Karya magnum opus Suwarsih adalah Buiten het Gareel (1940), sebuah novel berbahasa Belanda yang menyuarakan ketidakadilan kolonial secara gamblang. Novel ini kemudian diterjemahkan dan diterbitkan dalam Bahasa Indonesia dengan judul Manusia Bebas pada 1975, dan dieditori langsung oleh Suwarsih sendiri.
Karyanya bukan hanya menentang struktur kolonial, tetapi juga menyentuh persoalan perempuan, pendidikan, dan kebebasan individu. Realisme yang ditawarkan Suwarsih dalam novelnya membuat para kritikus sastra terkemuka, seperti H.B. Jassin dan A. Teeuw, tak ragu menyebutnya sebagai salah satu novelis terbesar pra-kemerdekaan.
Observasi tajamnya terhadap suasana, tokoh, dan watak digambarkan dengan kepekaan dan estetika sastra yang tinggi. Sementara Hazil Tanzil menyatakan bahwa tulisan-tulisan Suwarsih tidak hanya sastra, tetapi juga senjata dalam perjuangan politik.
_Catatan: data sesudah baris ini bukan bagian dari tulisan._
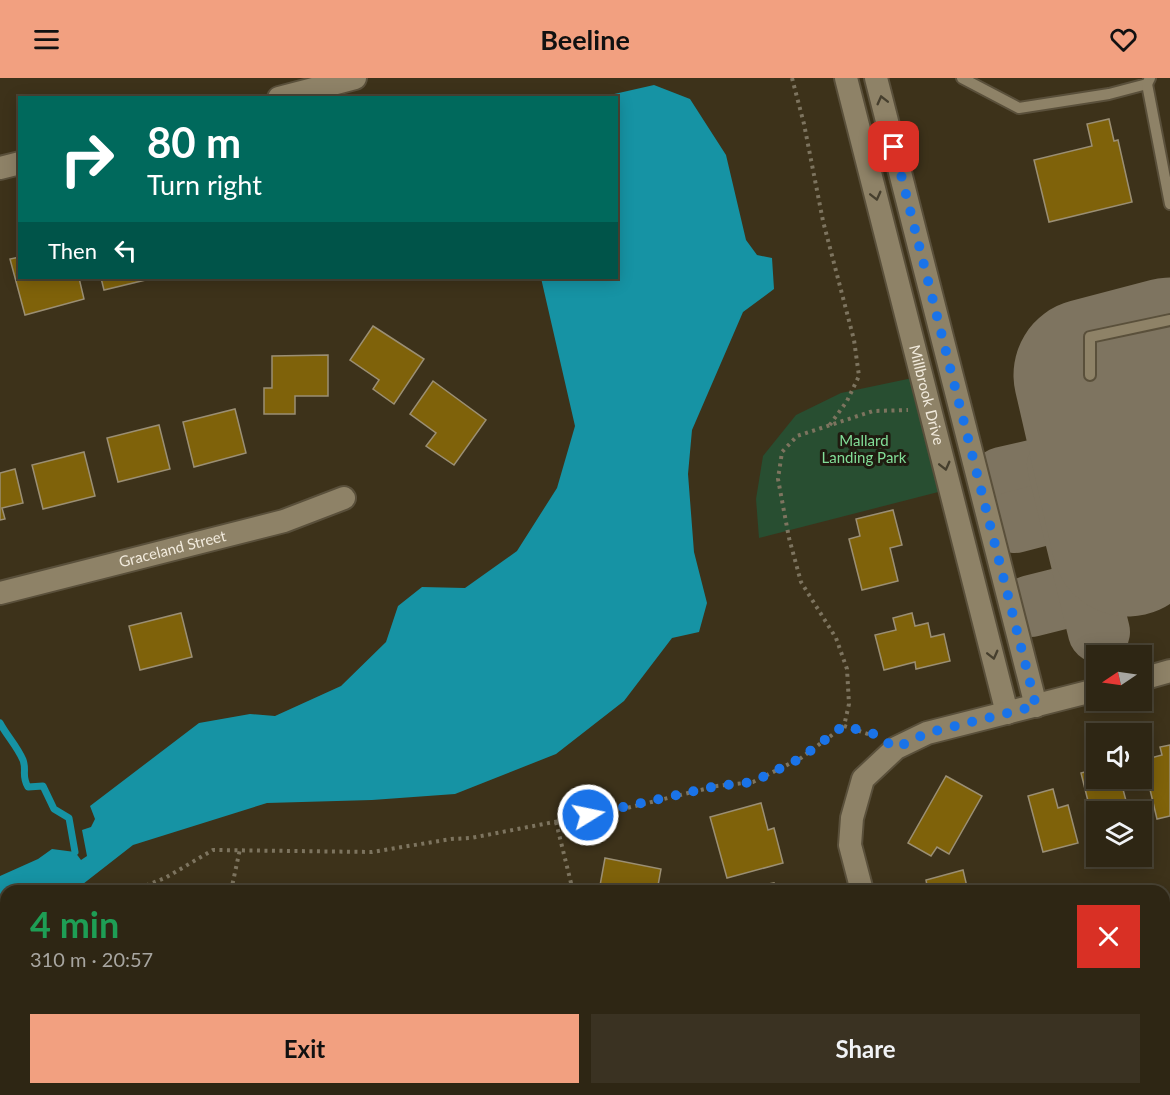 <!DOCTYPE html>
<meta charset="utf-8">
<style>
:root{--surface:#2e2614;--page:#3a3222;--text:#f1f3f6;--muted:#a7a5a0;--line:#494334;--accent:#f2a080}
body{margin:0;font-family:Lato,sans-serif;background:var(--page);color:var(--text);height:100vh;display:flex;flex-direction:column;font-size:22px;white-space:nowrap}
*{box-sizing:border-box;margin:0}
p{font-size:20px;color:var(--muted)}
.icon{flex:none;width:33px;height:33px;fill:none;stroke:currentColor;stroke-width:2;stroke-linecap:round;stroke-linejoin:round}
.map{position:relative;flex:1;overflow:hidden}
.side{position:absolute;left:0px;top:807px;width:1170px;height:210px;display:flex;flex-direction:column;background:var(--surface);border-radius:18px 18px 0 0;box-shadow:0 3px 15px #0003,0 0 0 2px var(--line)}
.side>*{flex:none}
.hud{position:absolute;left:18px;top:18px;width:600px;height:183px;border-radius:0px;box-shadow:0 3px 15px #0003,0 0 0 2px var(--line);background:#00695c;color:#fff;overflow:hidden}
.needle{width:39px;rotate:257deg}
.buttons{position:absolute;left:1086px;top:567px;display:grid;gap:12px}
.buttons a{display:grid;place-items:center;width:66px;height:66px;border-radius:0px;background:var(--surface);box-shadow:0 3px 15px #0003,0 0 0 2px var(--line);font-size:30px}
.pin{position:absolute;display:grid;place-items:center;width:51px;height:51px;color:#fff;margin:-26px;border-radius:12px;box-shadow:0 3px 9px #0006}
.me{position:absolute;width:66px;margin:-33px;rotate:80deg;stroke-linejoin:round;filter:drop-shadow(0 0 4px #0008)}
.turn{display:flex;align-items:center;gap:21px;height:126px;padding:0 30px;font-size:27px}
.turn .icon{width:78px;height:78px;stroke-width:2.5}
.turn b{display:block;font-size:42px;line-height:51px}
.then{display:flex;align-items:center;height:57px;padding:0 30px;background:#0003;gap:12px;font-size:22px}
.round{display:grid;place-items:center;flex:none;width:63px;height:63px;border-radius:0px;background:var(--page)}
.overview{display:flex;align-items:center;justify-content:space-between;height:102px;padding:0 30px}
h1{font-size:36px;font-weight:700;line-height:45px;color:#1e9e55}
.action{display:flex;gap:12px;margin-top:auto;padding:12px 30px}
.action a{flex:1;height:69px;border-radius:0px;background:var(--accent);color:#111;font-size:24px;font-weight:700;line-height:69px;text-align:center}
.action a+a{background:var(--page);color:var(--text)}
header{display:flex;justify-content:space-between;align-items:center;height:78px;padding:0 30px;background:var(--accent);color:#111;font-size:27px;font-weight:700}
.map>svg:first-child{display:block}
.green{fill:#284e31}
.water{fill:#1693a4}
.lines{fill:none;stroke-linecap:round;stroke-linejoin:round}
.stream{stroke:#1693a4;stroke-width:7}
.taxiway{stroke:#7e7460;stroke-width:62}
.runway{stroke:#7e7460;stroke-width:153}
.building{fill:#7f620a;stroke:#9b8f74;stroke-width:1.5}
.service-casing{stroke:#5a503b;stroke-width:14}
.minor-casing{stroke:#5a503b;stroke-width:26}
.path{stroke:#7d745f;stroke-width:4;stroke-dasharray:3 4.5;stroke-linecap:butt}
.service{stroke:#8e8267;stroke-width:10}
.minor{stroke:#8e8267;stroke-width:22}
.oneway{stroke:#463f2e}
.route{stroke:#1a73e8;stroke-width:10;stroke-dasharray:0 18}
.labels{text-anchor:middle;stroke-width:6;stroke-linejoin:round;paint-order:stroke}
.street-label{font-size:15px;fill:#f2ebdd;stroke:#1f1b10}
.park-label{font-size:15px;fill:#82dd97;stroke:#1f1b10}
</style>
<header><svg class="icon" aria-label="menu" viewBox="0 0 24 24"><path d="M4 6h16M4 12h16M4 18h16"/></svg>Beeline<svg class="icon" aria-label="heart" viewBox="0 0 24 24"><path d="M12 20l-8-8c-3-5 5-10 8-4 3-6 11-1 8 4z"/></svg></header>
<div class="map">
<svg width="1170" height="1017" viewBox="0 0 1170 1017">
<rect width="100%" height="100%" fill="#3d321a"/>
<polygon class="green" points="922,298 950,411 759,460 756,421 763,378 796,337 841,315"/>
<polygon class="water" points="654,7 690,21 726,77 746,162 757,177 772,180 774,211 743,234 692,352 688,396 694,474 707,525 699,554 672,560 624,623 556,676 455,716 372,722 267,725 133,767 74,813 6,813 6,865 0,872 0,798 38,781 52,771 75,774 81,782 87,778 82,752 91,749 95,741 90,728 199,645 250,636 275,638 341,608 386,564 398,528 422,509 465,510 517,473 557,410 575,348 541,200 616,200 616,20 601,19"/>
<g class="lines">
<path class="stream" d="M 0,645 C 7,658 17,668 23,682 C 27,693 21,697 28,709 L 43,708 L 54,731 L 69,740 L 75,774"/>
<g class="taxiway">
<polyline points="1153,351 1170,416"/>
<polyline points="1002,400 1058,387"/>
<polyline points="1122,441 1170,429"/>
<polyline points="1015,444 1069,430"/>
<polyline points="1031,528 1143,500"/>
<polyline points="1099,554 1058,387 1069,372 1170,346"/>
</g>
<polyline class="runway" points="1128,462 1090,297 1170,276"/>
</g>
<g class="building">
<polygon points="1109,41 1114,63 1118,62 1132,124 1049,144 1034,82 1092,68 1087,46"/>
<polygon points="20,179 20,200 79,200 84,221 25,237 10,181"/>
<polygon points="101,200 154,200 104,212"/>
<polygon points="373,248 424,281 394,326 373,311 379,302 350,282"/>
<polygon points="328,277 328,318 295,318 295,336 264,336 264,310 272,310 272,278"/>
<polygon points="433,303 486,342 454,387 426,368 436,355 410,336"/>
<polygon points="235,331 246,375 194,389 183,344"/>
<polygon points="159,347 170,391 118,404 107,360"/>
<polygon points="84,374 95,418 43,431 32,387"/>
<polygon points="15,391 23,425 2,430 5,441 0,442 0,395"/>
<polygon points="893,432 902,467 890,470 898,503 862,512 849,461 860,458 856,441"/>
<polygon points="181,535 192,579 140,592 129,548"/>
<polygon points="912,535 915,548 928,545 931,559 944,556 950,583 916,591 915,584 884,592 875,557 896,552 893,540"/>
<polygon points="1170,667 1170,738 1157,741 1143,682 1162,677 1160,669"/>
<polygon points="1096,691 1096,700 1120,700 1129,734 1096,734 1096,755 1081,695"/>
<polygon points="946,698 982,718 949,776 937,769 931,778 908,765"/>
<polygon points="1053,711 1058,730 1068,727 1078,765 1043,774 1028,718"/>
<polygon points="761,725 768,752 774,750 783,785 727,800 710,739"/>
<polygon points="605,780 661,791 657,813 599,813"/>
<polygon points="963,792 968,813 928,813 926,802"/>
<polygon points="774,805 775,813 742,813 741,811"/>
<polygon points="1170,841 1170,883 1164,878 1164,848"/>
<polygon points="1164,886 1170,892 1170,927 1164,933"/>
<polygon points="1170,976 1170,1002 1164,1003 1164,977"/>
<polygon points="1170,1008 1170,1017 1134,1017 1164,1011"/>
<polygon points="61,1011 95,1011 96,1017 52,1017 51,1013"/>
<rect x="337" y="1011" width="37" height="6"/>
<polygon points="463,1011 503,1011 504,1017 464,1017"/>
<polygon points="651,1011 706,1011 707,1017 653,1017"/>
<polygon points="772,1011 817,1011 818,1017 774,1017"/>
<polygon points="979,1011 1025,1011 1026,1016 980,1017"/>
<polygon points="1110,1011 1128,1011 1111,1015"/>
</g>
<g class="lines">
<defs>
<g id="service">
<polyline points="962,0 1019,30 1109,16 1147,6 1150,0"/>
<polyline points="1147,6 1170,126"/>
<polyline points="1090,297 1090,259 1170,242"/>
</g>
<g id="minor">
<path id="s1" d="M 846,0 L 1007,635"/>
<polyline points="876,0 1036,628"/>
<polyline points="279,20 355,0"/>
<polyline points="0,90 20,85"/>
<path id="s2" d="M 0,515 L 284,443 L 344,420"/>
<polyline points="1142,601 1170,593"/>
<polyline points="862,813 850,767 852,740 863,701 896,670 927,655 1096,612"/>
<polyline points="190,1011 192,1017"/>
<polyline points="575,1011 575,1017"/>
<polyline points="261,1017 264,1011"/>
<polyline points="907,1017 907,1011"/>
</g>
</defs>
<use href="#service" class="service-casing"/>
<use href="#minor" class="minor-casing"/>
<g class="path">
<polyline points="792,0 804,46 823,143 854,262 859,298 847,323 829,348"/>
<polyline points="844,648 877,659"/>
<polyline points="556,744 573,813"/>
<polyline points="132,813 165,800 213,772 372,774 451,761 471,760 627,730 717,708 753,704 801,680 844,648 849,626 847,591 836,560 801,504 789,460 778,401 782,374 797,358 873,333 908,332"/>
<polyline points="231,813 240,771"/>
<polyline points="0,928 6,914"/>
</g>
<use href="#service" class="service"/>
<use href="#minor" class="minor"/>
</g>
<defs><path id="oneway-chevron" d="M-2-3.5L2.5 0L-2 3.5" fill="none" stroke-width="1.6" stroke-linecap="round" stroke-linejoin="round" transform="scale(1.5)"/></defs>
<g class="oneway">
<use href="#oneway-chevron" transform="translate(882 22) rotate(-104)"/>
<use href="#oneway-chevron" transform="translate(876 118) rotate(76)"/>
<use href="#oneway-chevron" transform="translate(945 388) rotate(76)"/>
<use href="#oneway-chevron" transform="translate(993 577) rotate(76)"/>
</g>
<g class="lines">
<polyline class="route" points="588,737 717,708 753,704 801,680 843,648 872,655 896,670 927,655 1036,628 894,69"/>
</g>
<g class="labels">
<g class="street-label">
<text dy="5" stroke="none"><textPath href="#s1" startOffset="327">Millbrook Drive</textPath></text>
<text dy="5" stroke="none"><textPath href="#s2" startOffset="178">Graceland Street</textPath></text>
</g>
<g class="park-label">
<text x="864" y="368">Mallard<tspan x="864" dy="17">Landing Park</tspan></text>
</g>
</g>
</svg>
<div class="buttons">
<a><svg class="needle" viewBox="-14 -14 28 28"><path d="M0-13l5 13h-10z" fill="#e53935"/><path d="M0 13l5-13h-10z" fill="#a7a5a0"/></svg></a>
<a><svg class="icon" aria-label="sound" viewBox="0 0 24 24"><path d="M4 9h4l5-4v14l-5-4H4zM17 9q2 3 0 6"/></svg></a>
<a><svg class="icon" aria-label="layers" viewBox="0 0 24 24"><path d="M12 4l9 5-9 5-9-5zM3 14l9 5 9-5"/></svg></a>
</div>
<div class="pin" style="left:894px;top:69px;background:#d93025"><svg class="icon" aria-label="arrive" viewBox="0 0 24 24"><path d="M6 21V4h12l-3 4 3 4H6"/></svg></div>
<svg class="me" style="left:588px;top:737px" viewBox="-20 -20 40 40"><circle r="17" fill="#1a73e8" stroke="#fff" stroke-width="3"/><path d="M0-11L8 9 0 5-8 9z" fill="#fff"/></svg>
<div class="hud">
<div class="turn"><svg class="icon" aria-label="right" viewBox="0 0 24 24"><path d="M7 20v-9h11M14 6l5 5-5 5"/></svg><div><b>80 m</b>Turn right</div></div>
<div class="then">Then<svg class="icon" aria-label="left" viewBox="0 0 24 24"><path d="M17 20v-9H6M10 6l-5 5 5 5"/></svg></div>
</div>
<section class="side">
<div class="overview"><div><h1>4 min</h1><p>310 m · 20:57</p></div><a class="round" style="background:#d93025;color:#fff"><svg class="icon" aria-label="close" viewBox="0 0 24 24"><path d="M6 6l12 12M18 6L6 18"/></svg></a></div>
<div class="action"><a>Exit</a><a>Share</a></div>
</section>
</div>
Tak hanya menulis dalam bahasa Belanda, Suwarsih juga menelurkan karya dalam bahasa Sunda dan Indonesia. Novel Maryanah yang ditulisnya dalam bahasa Sunda tahun 1937, sempat ditolak oleh Balai Pustaka, dan baru diterbitkan pada 1958. Selain itu, ia juga dikenal lewat cerpen-cerpen dalam kumpulan Tujuh Cerita Pendek, Empat Serangkai, Siluman Karang Kobar, dan Hati Wanita. Karya novel lainnya seperti Arlina dan Maryati membuktikan bahwa energi kreatifnya terus menyala hingga menjelang akhir hayatnya.
Aktivisme Suwarsih tak berhenti di bidang sastra dan pendidikan. Ia aktif di Komite Nasional Pusat (KNP) antara 1945–1950, dan menjadi Wakil Biro Perjuangan Bagian Wanita. Ia juga mendirikan sekolah Loka Siswa dan tergabung dalam Perkoempoelan Perempoean Soenda, memperjuangkan hak-hak perempuan Sunda untuk bersuara dan berdaya.
Suwarsih wafat pada 1976. Meski raganya telah tiada, warisan kata-katanya masih menyala. Ia adalah bukti bahwa seorang perempuan bisa menjadi guru, pejuang, penyair, dan pelawan dalam satu sosok. Dari Cibatok ia lahir, dari kata-kata ia mengubah dunia.